### AVAILABLE DATA:
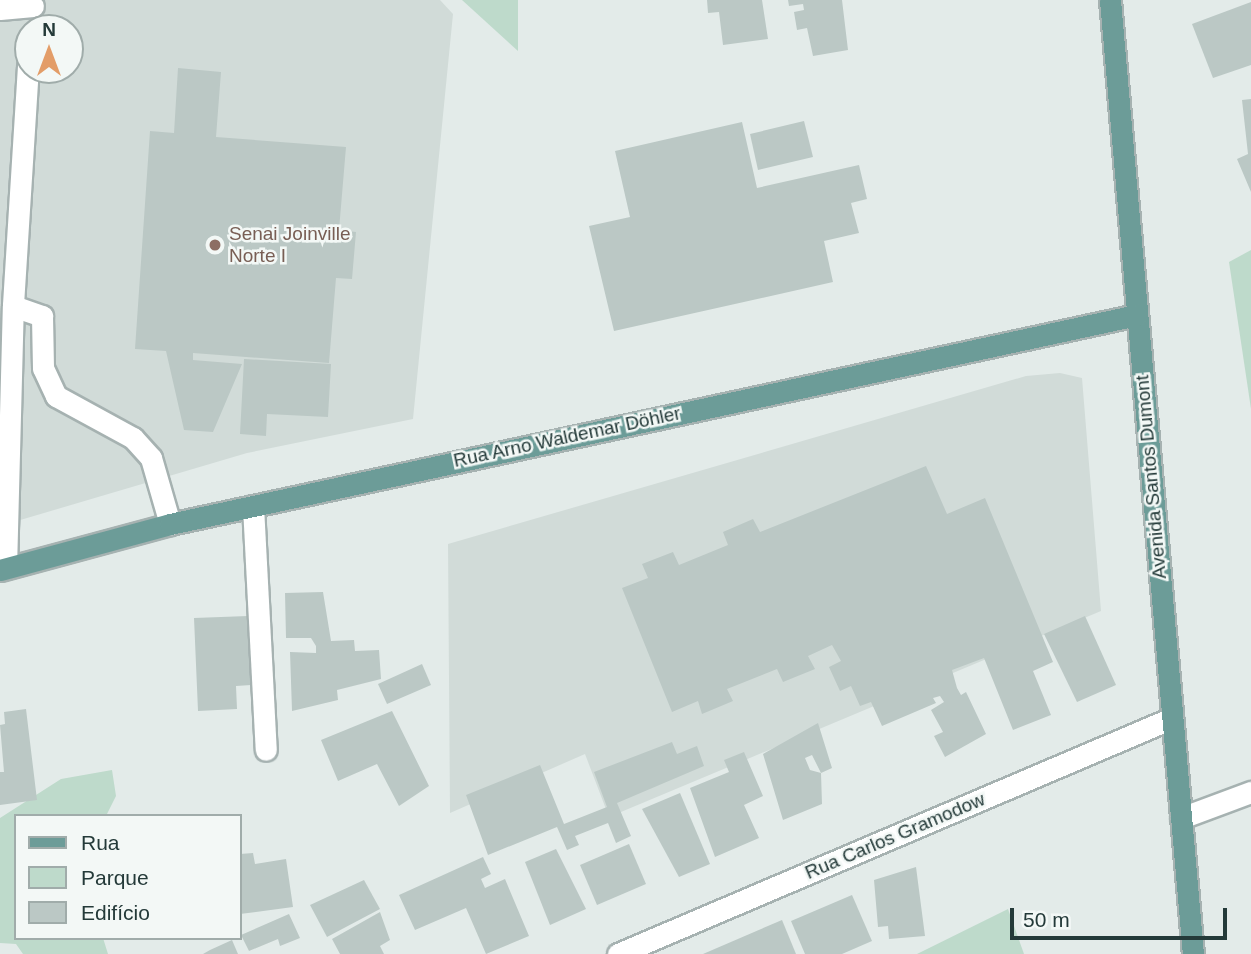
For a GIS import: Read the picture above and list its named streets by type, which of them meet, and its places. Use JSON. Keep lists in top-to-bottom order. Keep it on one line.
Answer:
{"streets":{"main road":["Rua Arno Waldemar Döhler","Avenida Santos Dumont"],"street":["Rua Carlos Gramodow"]},"crossings":[["Rua Arno Waldemar Döhler","Avenida Santos Dumont"],["Avenida Santos Dumont","Rua Carlos Gramodow"]],"places":["Senai Joinville Norte I"],"legend":["Rua","Parque","Edifício"],"scale_bar":"50 m","north":"top"}
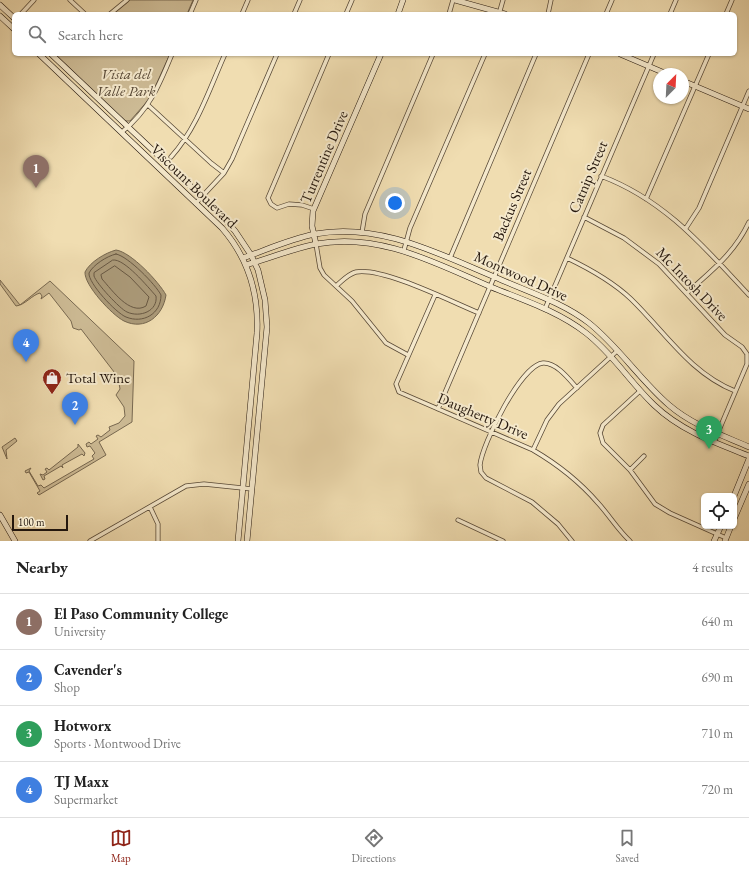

### REQUIRED ACTION:
A faithful copy of all the lines above is needed, with the pictures omitted.

### EXERCISE OUTPUT:
For a GIS import: Read the picture above and list its named streets by type, which of them meet, and its places. Use JSON. Keep lists in top-to-bottom order. Keep it on one line.
Answer:
{"streets":{"main road":["Rua Arno Waldemar Döhler","Avenida Santos Dumont"],"street":["Rua Carlos Gramodow"]},"crossings":[["Rua Arno Waldemar Döhler","Avenida Santos Dumont"],["Avenida Santos Dumont","Rua Carlos Gramodow"]],"places":["Senai Joinville Norte I"],"legend":["Rua","Parque","Edifício"],"scale_bar":"50 m","north":"top"}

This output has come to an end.